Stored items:
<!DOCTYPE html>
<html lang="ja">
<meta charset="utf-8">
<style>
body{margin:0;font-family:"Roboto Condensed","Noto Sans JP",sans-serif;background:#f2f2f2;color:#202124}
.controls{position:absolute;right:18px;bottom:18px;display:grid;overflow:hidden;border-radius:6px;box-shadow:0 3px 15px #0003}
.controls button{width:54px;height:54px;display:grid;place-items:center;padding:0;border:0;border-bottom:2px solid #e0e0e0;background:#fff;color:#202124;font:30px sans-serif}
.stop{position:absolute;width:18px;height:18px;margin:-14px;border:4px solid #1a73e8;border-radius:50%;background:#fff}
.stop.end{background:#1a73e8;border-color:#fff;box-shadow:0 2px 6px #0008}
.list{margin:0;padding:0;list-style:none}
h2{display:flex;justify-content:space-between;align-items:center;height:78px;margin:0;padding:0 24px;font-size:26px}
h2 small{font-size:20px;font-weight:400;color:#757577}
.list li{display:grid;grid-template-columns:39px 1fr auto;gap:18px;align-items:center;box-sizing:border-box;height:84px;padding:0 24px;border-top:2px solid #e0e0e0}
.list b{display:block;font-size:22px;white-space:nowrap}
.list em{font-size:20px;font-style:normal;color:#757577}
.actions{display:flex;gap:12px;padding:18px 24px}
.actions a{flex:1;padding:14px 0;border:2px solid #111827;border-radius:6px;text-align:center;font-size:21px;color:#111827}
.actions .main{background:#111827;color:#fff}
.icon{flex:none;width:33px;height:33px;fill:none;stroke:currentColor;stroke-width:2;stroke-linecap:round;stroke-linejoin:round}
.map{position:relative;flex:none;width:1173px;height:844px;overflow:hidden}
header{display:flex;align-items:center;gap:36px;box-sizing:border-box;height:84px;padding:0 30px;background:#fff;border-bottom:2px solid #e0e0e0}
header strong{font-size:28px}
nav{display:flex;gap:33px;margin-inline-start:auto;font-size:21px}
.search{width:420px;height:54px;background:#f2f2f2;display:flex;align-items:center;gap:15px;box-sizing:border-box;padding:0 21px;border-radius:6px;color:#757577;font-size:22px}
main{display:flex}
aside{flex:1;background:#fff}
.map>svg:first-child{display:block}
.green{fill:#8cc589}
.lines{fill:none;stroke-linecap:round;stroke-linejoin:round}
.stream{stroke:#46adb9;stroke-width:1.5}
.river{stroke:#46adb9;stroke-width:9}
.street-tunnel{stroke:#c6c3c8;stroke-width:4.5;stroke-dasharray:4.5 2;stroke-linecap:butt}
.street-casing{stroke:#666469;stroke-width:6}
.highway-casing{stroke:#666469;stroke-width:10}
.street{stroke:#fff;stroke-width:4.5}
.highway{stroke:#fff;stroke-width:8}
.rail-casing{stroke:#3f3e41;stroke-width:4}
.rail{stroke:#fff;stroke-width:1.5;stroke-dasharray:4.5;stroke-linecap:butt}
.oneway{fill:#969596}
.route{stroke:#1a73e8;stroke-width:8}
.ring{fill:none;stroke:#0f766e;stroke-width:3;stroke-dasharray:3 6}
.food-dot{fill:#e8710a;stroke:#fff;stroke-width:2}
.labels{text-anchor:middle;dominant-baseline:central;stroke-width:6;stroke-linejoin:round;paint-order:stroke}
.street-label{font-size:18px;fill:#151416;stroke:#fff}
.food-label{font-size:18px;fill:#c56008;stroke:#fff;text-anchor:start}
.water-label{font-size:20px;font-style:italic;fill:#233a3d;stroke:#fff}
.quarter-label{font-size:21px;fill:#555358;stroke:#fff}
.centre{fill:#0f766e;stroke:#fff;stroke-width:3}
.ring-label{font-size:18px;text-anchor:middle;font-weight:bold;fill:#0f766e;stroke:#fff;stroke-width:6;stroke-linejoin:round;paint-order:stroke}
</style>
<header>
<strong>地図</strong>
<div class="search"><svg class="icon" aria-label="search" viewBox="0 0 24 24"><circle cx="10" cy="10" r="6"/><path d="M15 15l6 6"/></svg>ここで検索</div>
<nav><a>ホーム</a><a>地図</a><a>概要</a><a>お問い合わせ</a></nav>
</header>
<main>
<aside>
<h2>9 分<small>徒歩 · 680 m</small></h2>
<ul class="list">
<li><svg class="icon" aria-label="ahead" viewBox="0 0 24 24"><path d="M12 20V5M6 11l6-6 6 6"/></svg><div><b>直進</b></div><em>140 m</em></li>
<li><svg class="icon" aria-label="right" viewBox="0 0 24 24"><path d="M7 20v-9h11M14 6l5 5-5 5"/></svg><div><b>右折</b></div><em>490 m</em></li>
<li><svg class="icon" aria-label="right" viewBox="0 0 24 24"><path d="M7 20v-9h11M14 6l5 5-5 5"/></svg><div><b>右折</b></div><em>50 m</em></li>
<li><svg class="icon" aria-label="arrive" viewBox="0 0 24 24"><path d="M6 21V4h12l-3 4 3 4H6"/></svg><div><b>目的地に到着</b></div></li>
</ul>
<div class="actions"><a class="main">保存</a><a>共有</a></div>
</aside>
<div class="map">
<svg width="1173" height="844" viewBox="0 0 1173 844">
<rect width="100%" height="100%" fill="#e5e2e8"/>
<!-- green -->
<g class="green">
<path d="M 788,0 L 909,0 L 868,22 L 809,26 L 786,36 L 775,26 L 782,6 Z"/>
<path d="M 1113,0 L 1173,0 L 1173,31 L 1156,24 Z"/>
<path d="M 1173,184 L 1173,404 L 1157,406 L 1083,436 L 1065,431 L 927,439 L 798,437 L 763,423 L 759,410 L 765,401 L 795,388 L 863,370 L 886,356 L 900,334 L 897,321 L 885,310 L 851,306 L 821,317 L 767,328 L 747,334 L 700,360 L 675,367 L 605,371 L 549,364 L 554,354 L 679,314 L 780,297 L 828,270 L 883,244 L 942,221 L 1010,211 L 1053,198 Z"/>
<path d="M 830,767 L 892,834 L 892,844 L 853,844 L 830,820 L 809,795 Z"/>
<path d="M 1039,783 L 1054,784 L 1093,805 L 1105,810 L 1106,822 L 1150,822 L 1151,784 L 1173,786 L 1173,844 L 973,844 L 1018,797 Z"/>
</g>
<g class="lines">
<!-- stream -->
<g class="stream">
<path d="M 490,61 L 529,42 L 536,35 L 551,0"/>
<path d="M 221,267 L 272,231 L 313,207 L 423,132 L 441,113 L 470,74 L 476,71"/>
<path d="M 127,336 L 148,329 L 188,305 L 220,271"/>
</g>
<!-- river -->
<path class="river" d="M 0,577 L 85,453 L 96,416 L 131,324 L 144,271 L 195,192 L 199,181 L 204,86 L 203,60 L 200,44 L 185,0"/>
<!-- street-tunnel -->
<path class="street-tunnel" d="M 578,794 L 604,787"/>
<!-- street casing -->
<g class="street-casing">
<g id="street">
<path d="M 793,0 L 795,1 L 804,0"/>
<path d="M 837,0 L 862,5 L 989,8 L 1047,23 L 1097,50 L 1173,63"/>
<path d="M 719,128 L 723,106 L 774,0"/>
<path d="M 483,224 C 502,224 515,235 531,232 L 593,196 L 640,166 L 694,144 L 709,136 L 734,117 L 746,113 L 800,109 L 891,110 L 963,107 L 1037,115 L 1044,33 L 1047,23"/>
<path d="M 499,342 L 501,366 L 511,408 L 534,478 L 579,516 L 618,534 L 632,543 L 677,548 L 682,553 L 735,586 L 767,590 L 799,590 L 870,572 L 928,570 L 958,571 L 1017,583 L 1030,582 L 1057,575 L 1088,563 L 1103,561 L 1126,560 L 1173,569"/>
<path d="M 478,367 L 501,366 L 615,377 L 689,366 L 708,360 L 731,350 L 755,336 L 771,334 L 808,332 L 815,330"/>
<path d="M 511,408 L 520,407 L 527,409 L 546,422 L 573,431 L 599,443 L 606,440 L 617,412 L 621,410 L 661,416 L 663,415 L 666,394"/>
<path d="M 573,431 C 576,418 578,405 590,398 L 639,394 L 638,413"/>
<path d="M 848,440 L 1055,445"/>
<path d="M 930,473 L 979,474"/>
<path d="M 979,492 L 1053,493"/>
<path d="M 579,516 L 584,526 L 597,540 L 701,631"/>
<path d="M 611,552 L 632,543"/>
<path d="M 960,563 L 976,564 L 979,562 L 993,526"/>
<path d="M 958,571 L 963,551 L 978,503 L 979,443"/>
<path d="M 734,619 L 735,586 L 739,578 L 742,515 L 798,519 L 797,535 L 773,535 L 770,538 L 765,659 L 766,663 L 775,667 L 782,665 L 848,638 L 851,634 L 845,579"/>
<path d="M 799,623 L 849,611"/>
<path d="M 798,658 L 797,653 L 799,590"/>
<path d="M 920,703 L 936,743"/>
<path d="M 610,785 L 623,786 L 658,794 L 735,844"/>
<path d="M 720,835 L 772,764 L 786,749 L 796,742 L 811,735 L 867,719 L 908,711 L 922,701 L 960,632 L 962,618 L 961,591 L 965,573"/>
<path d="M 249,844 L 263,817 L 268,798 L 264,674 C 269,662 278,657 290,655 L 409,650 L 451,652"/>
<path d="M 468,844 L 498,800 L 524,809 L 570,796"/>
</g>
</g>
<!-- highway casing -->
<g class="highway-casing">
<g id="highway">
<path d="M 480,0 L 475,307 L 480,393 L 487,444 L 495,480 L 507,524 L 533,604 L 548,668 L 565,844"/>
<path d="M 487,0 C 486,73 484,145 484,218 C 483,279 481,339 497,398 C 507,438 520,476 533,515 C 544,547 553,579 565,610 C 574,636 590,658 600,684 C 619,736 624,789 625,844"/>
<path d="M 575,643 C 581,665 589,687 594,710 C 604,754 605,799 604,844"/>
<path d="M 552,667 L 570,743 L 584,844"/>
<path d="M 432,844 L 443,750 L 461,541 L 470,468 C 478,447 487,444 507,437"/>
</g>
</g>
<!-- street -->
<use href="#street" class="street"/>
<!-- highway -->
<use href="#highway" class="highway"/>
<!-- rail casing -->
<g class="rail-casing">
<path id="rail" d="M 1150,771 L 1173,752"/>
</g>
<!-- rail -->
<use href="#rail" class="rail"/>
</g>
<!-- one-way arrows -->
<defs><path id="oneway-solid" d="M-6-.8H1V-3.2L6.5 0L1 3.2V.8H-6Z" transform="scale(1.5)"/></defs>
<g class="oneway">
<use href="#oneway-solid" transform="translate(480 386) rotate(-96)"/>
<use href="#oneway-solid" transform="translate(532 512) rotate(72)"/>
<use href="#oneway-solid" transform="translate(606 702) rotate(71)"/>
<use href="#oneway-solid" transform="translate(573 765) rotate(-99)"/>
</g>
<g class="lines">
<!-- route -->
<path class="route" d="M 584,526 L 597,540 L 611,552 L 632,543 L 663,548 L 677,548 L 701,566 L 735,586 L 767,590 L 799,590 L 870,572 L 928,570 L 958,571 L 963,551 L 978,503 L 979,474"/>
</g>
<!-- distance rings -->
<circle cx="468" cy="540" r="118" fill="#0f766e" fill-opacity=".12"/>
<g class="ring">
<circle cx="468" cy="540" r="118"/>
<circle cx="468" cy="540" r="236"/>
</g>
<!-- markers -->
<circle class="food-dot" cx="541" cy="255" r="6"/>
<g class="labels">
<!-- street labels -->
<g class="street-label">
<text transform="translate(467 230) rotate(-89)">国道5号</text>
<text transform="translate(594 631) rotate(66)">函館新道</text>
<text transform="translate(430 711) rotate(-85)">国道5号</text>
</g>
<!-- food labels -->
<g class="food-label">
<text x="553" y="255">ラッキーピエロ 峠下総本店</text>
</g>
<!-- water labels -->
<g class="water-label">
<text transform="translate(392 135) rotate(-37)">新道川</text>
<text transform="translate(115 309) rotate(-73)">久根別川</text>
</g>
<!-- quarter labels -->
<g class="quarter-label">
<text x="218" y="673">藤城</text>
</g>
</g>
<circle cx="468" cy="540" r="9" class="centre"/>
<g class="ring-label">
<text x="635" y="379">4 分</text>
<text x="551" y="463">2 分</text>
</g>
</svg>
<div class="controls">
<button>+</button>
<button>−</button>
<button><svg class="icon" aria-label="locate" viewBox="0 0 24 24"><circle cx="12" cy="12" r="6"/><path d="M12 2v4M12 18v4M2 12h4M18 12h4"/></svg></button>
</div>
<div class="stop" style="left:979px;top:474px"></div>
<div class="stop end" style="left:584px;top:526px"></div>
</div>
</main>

**DESCRIPTION OF THE TASK**
Take the entries above and copy out all lines with the string "controls".

**ANSWER BOX**
.controls{position:absolute;right:18px;bottom:18px;display:grid;overflow:hidden;border-radius:6px;box-shadow:0 3px 15px #0003}
.controls button{width:54px;height:54px;display:grid;place-items:center;padding:0;border:0;border-bottom:2px solid #e0e0e0;background:#fff;color:#202124;font:30px sans-serif}
<div class="controls">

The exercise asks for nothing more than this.